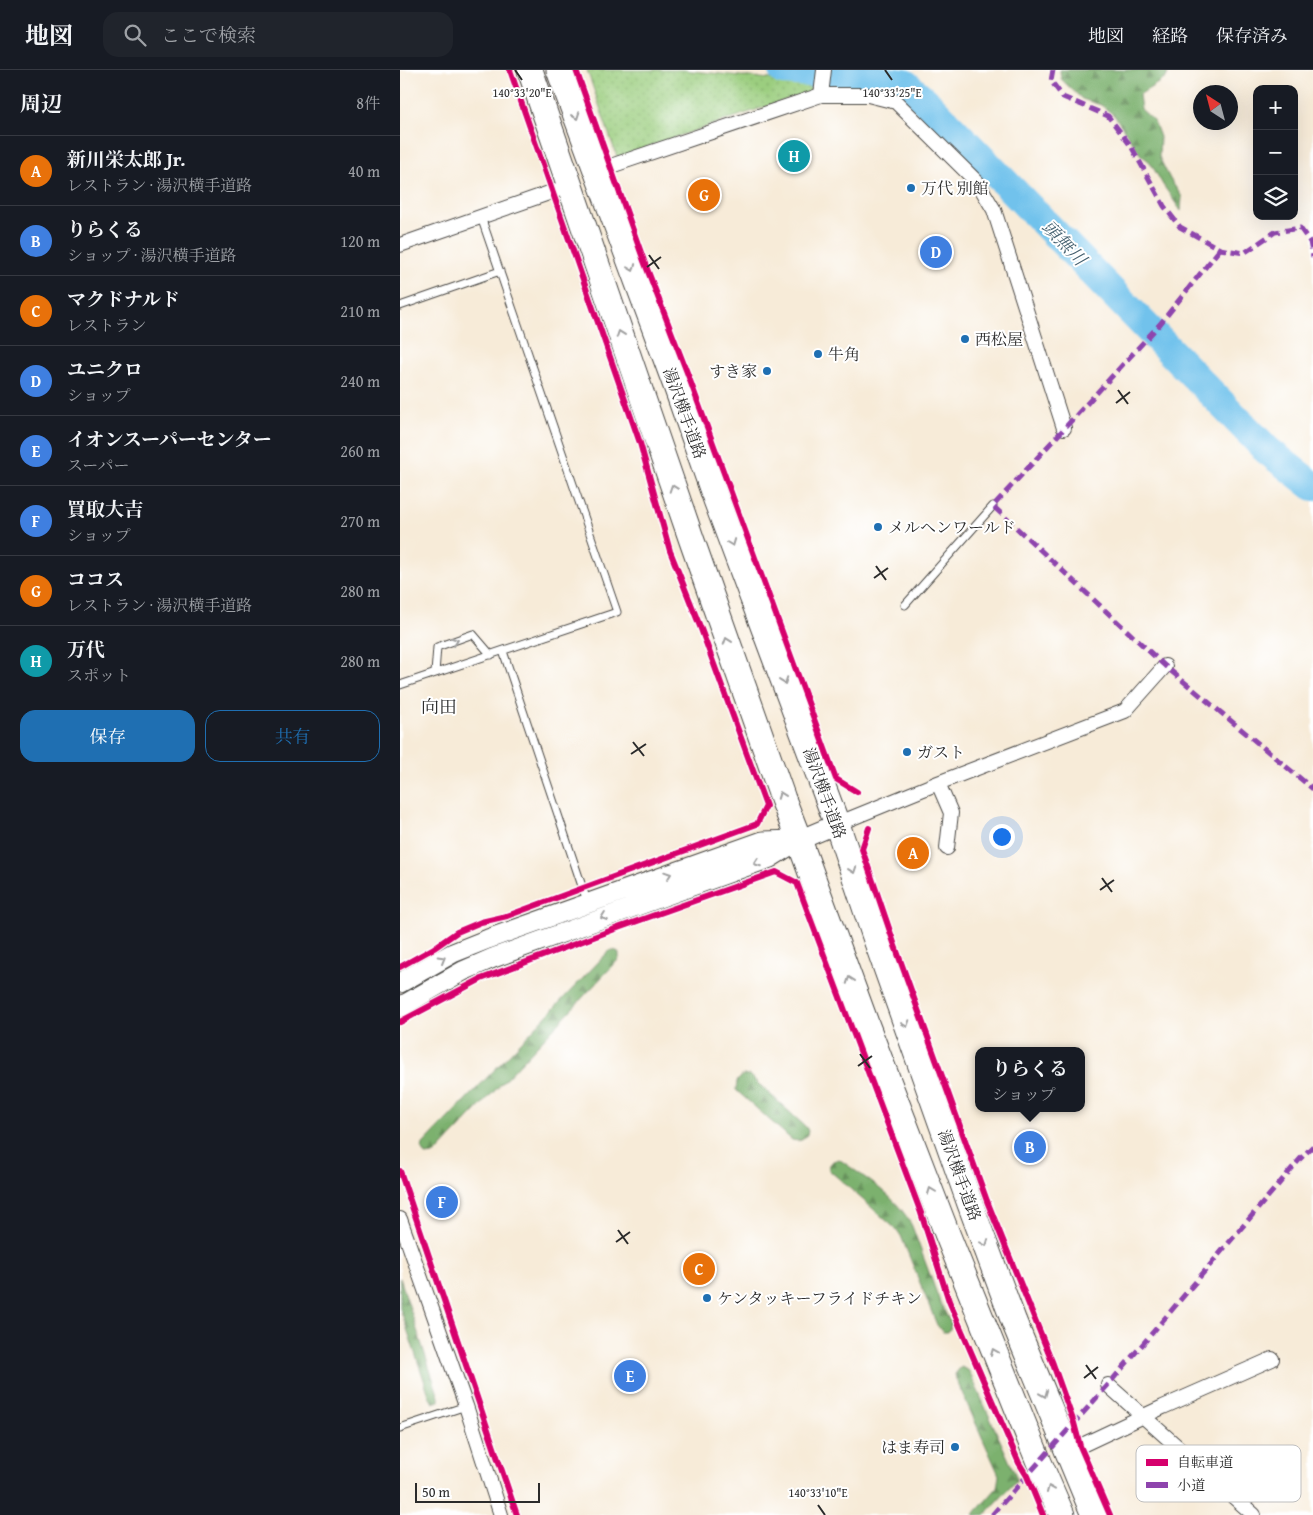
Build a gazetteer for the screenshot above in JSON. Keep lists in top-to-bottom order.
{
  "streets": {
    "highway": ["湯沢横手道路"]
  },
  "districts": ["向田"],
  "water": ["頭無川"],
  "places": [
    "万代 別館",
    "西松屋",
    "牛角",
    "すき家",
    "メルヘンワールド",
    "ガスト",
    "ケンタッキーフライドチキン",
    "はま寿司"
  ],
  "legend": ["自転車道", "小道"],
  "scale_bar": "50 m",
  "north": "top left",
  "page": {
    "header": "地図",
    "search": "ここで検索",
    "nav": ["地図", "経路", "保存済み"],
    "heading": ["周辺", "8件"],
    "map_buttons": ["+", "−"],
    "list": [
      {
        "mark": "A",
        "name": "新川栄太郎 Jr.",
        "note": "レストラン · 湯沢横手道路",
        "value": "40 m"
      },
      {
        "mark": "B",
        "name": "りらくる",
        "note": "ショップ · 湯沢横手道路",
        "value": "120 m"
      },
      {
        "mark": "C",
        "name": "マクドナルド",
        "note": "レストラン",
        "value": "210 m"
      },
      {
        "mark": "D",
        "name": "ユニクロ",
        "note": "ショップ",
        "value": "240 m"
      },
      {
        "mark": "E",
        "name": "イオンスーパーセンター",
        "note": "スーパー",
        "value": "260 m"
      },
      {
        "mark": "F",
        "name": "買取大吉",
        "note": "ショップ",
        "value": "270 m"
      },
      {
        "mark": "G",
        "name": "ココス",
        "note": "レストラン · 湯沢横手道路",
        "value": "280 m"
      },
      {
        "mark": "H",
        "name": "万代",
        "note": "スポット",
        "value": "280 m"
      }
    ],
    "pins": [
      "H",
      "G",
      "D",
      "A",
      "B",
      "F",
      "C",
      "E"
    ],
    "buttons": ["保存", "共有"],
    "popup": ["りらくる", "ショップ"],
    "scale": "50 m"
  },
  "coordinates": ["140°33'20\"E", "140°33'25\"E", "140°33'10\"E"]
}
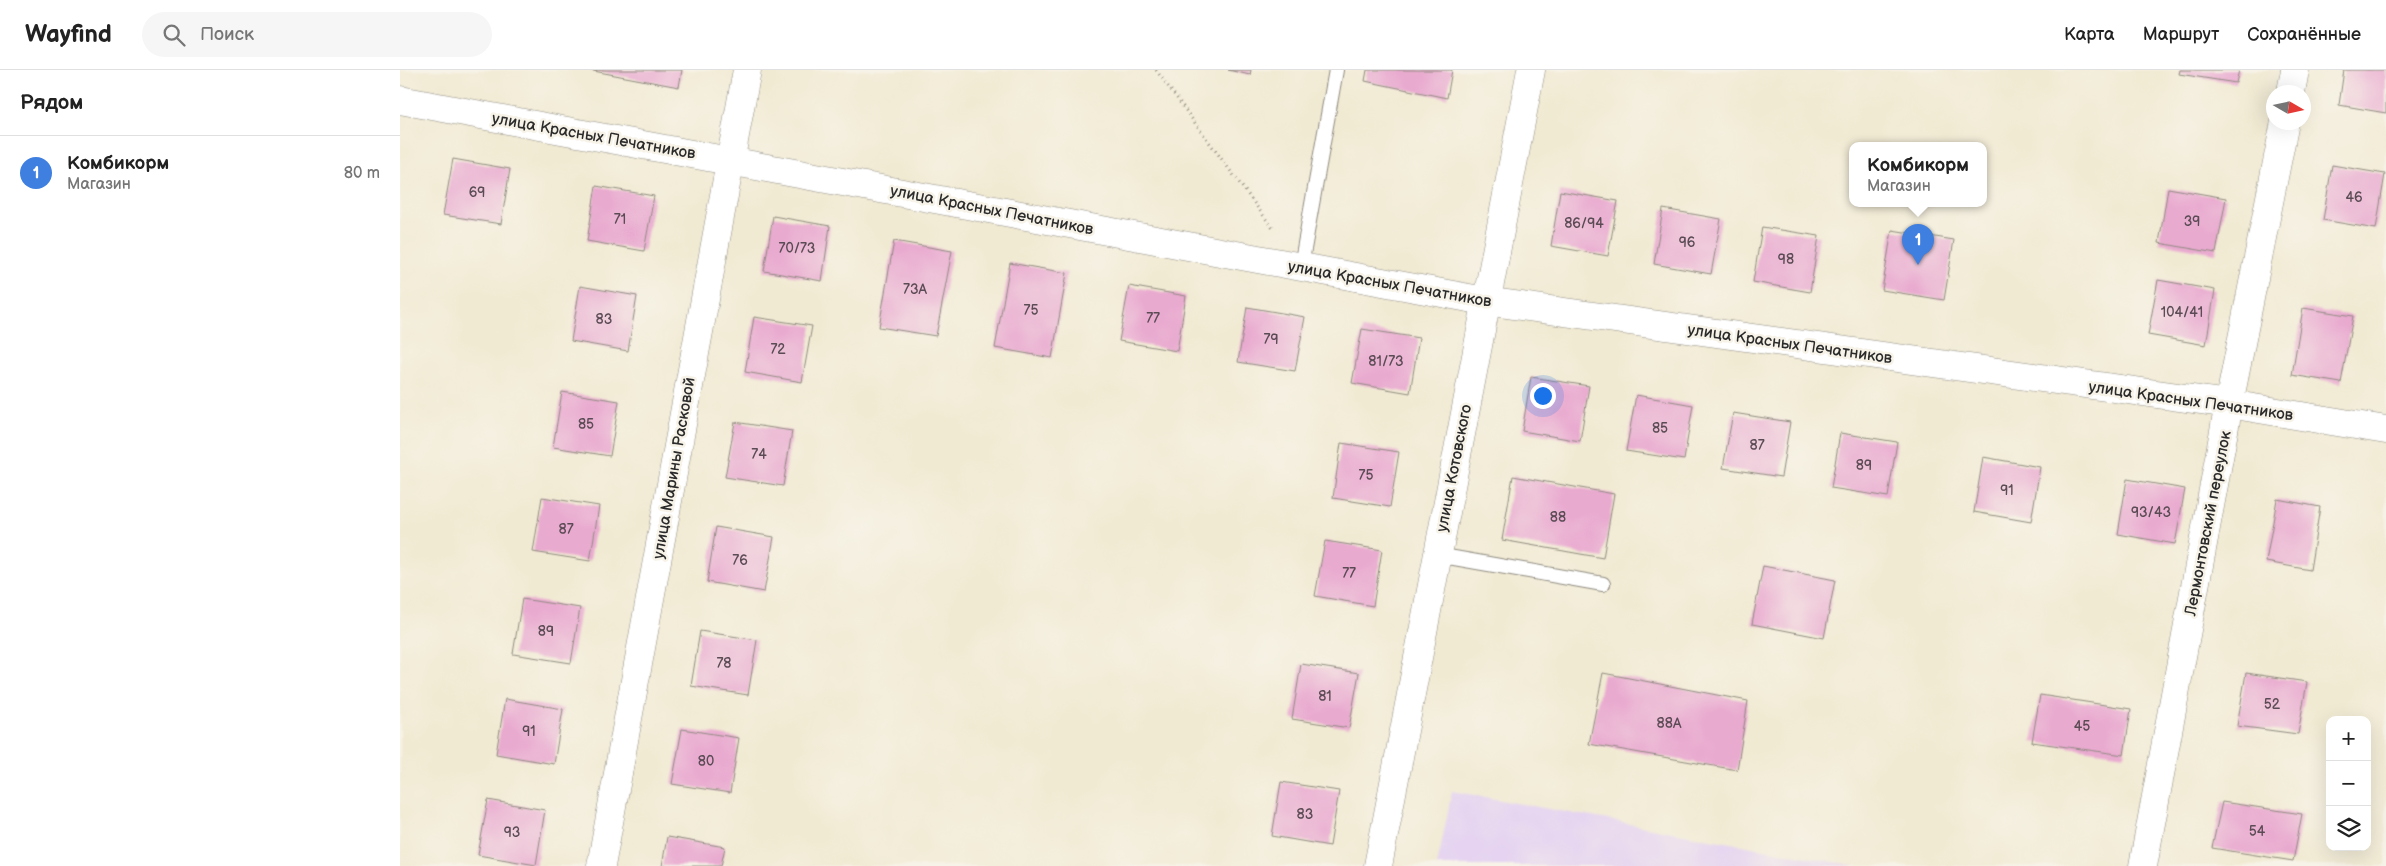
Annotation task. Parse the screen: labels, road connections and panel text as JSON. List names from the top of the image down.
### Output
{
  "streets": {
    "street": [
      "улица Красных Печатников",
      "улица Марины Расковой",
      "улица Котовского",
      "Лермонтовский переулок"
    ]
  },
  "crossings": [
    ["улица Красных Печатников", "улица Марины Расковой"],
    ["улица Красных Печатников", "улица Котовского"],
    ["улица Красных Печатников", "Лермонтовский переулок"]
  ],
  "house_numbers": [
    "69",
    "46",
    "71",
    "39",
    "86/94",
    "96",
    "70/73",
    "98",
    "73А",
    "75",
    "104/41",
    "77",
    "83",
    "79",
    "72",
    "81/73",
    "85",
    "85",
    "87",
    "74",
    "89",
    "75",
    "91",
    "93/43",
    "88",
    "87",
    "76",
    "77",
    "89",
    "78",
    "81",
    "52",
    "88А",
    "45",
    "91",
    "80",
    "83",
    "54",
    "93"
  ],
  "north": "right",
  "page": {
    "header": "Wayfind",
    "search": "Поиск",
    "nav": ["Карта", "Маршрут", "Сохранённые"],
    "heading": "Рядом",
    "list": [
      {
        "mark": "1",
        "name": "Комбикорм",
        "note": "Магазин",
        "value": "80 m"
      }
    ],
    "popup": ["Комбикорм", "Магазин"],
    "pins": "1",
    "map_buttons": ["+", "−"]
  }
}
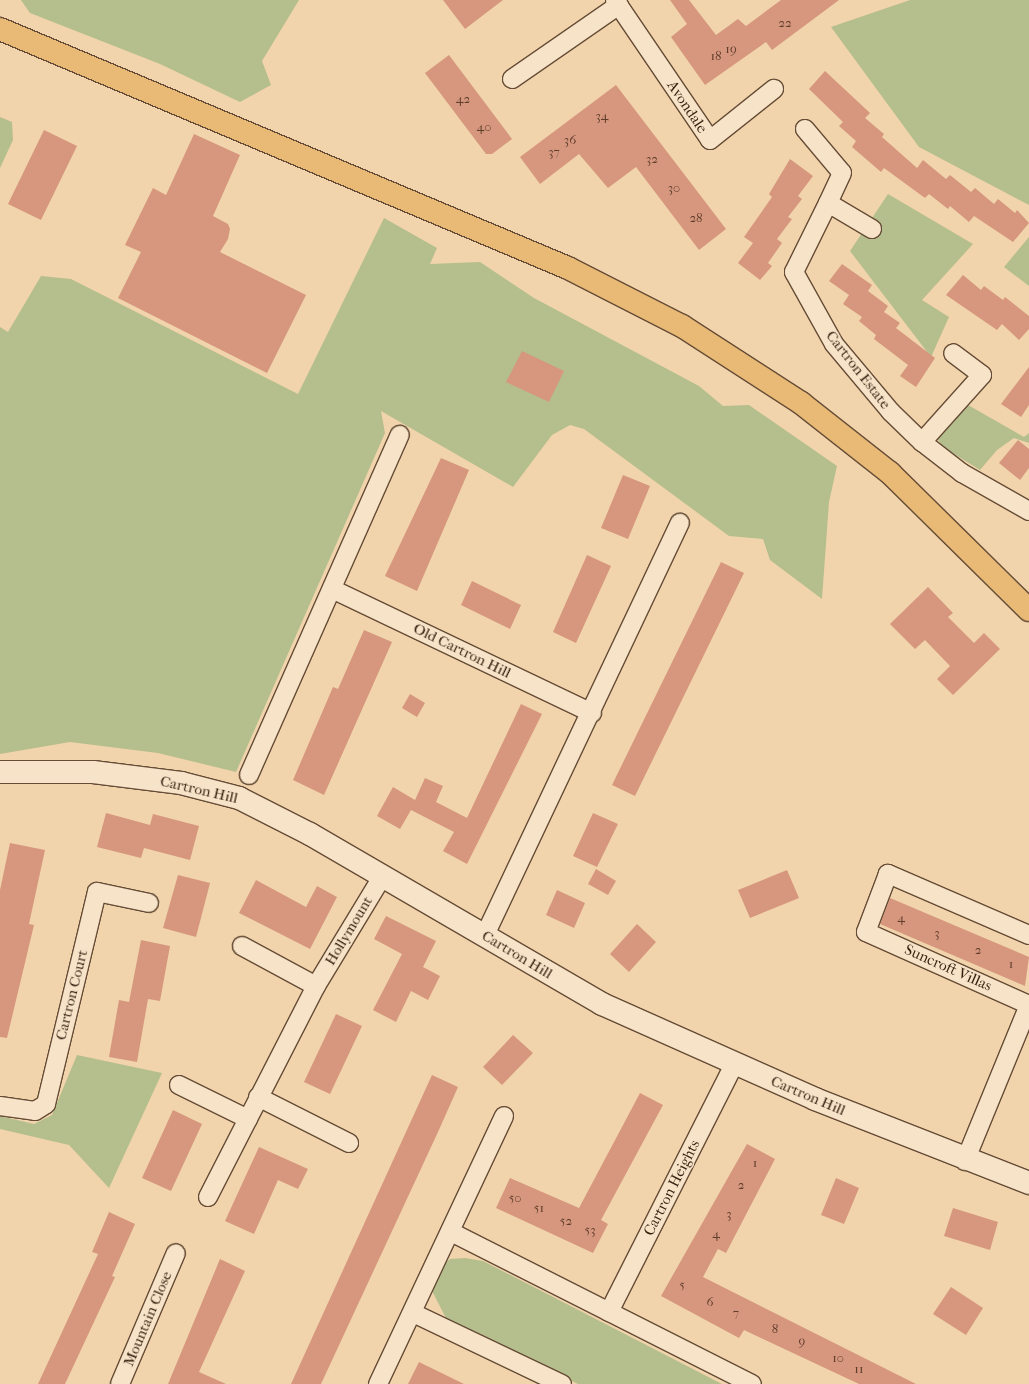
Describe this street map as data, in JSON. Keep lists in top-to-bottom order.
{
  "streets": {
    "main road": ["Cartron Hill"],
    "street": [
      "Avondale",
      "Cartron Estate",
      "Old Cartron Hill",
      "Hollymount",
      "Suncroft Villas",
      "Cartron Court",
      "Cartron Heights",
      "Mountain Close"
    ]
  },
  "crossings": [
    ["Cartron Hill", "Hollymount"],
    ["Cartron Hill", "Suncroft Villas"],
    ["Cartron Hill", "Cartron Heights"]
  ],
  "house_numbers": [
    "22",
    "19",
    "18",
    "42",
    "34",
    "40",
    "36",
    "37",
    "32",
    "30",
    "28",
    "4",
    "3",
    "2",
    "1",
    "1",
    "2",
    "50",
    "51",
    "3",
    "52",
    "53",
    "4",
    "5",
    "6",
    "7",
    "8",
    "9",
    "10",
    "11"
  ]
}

**Problem to work on:** The word to look for is "переулок"; copy out every line of the entries that holds it.

**Response below:**
      "Лермонтовский переулок"
    ["улица Красных Печатников", "Лермонтовский переулок"]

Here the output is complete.